Lawyers for immigrants who are part of the Deferred Action for Childhood Arrivals (DACA) program sent a letter to the Supreme Court on Friday, asking the Court to take into account DACA recipients’ contributions to the nation during the present health care crisis.
The DACA program was established by President Obama in 2012 to enable immigrants who came to the U.S. illegally as children to apply for protection from deportation. In 2017, the Trump administration announced it would end the program, after which many of the recipients—known as “Dreamers”—filed a lawsuit to preserve the program. Oral arguments were heard by the Court last November, alleging that the move to end the program was an arbitrary and capricious violation of the Administrative Procedure Act as well as a violation of the Constitution.
The new letter informed the Court that approximately 27,000 Dreamers work in health care, including nearly 200 medical students, residents, and physicians.

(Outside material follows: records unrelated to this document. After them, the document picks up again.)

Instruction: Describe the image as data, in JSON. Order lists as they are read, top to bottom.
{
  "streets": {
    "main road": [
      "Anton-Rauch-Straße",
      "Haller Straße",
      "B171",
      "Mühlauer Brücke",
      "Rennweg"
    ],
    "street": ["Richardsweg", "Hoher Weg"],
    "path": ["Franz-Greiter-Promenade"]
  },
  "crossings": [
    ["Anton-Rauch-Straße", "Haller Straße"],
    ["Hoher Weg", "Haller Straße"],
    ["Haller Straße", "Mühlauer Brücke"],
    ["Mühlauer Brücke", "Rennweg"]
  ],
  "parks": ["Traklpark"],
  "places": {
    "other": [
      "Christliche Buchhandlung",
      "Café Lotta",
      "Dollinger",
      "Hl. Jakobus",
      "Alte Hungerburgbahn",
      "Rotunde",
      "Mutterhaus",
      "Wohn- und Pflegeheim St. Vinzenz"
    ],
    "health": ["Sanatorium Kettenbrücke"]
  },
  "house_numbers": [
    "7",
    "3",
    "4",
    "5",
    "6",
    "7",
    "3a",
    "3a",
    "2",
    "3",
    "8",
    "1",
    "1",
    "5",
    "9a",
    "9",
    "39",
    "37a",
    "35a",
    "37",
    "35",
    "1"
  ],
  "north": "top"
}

It reminded the Court that the government “did not adequately assess the relevant reliance interests when it terminated the program,” and that “[h]ealth care providers on the frontlines of our nation’s fight against COVID-19 rely significantly upon DACA recipients to perform essential work.”
The letter cited an amicus brief submitted by the Association of American Medical Colleges and others that seemed to anticipate the current crisis:
The risk of a pandemic also continues to grow, since infectious diseases can spread around the globe in a matter of days. . . . These conditions pose a threat to America’s health security. . . . Rescinding DACA, however, would deprive the public of domestically educated, well-trained, and otherwise qualified health care professionals. . . .
The letter concluded by offering the Court a supplemental briefing on the reliance interests, if the Court deemed it appropriate.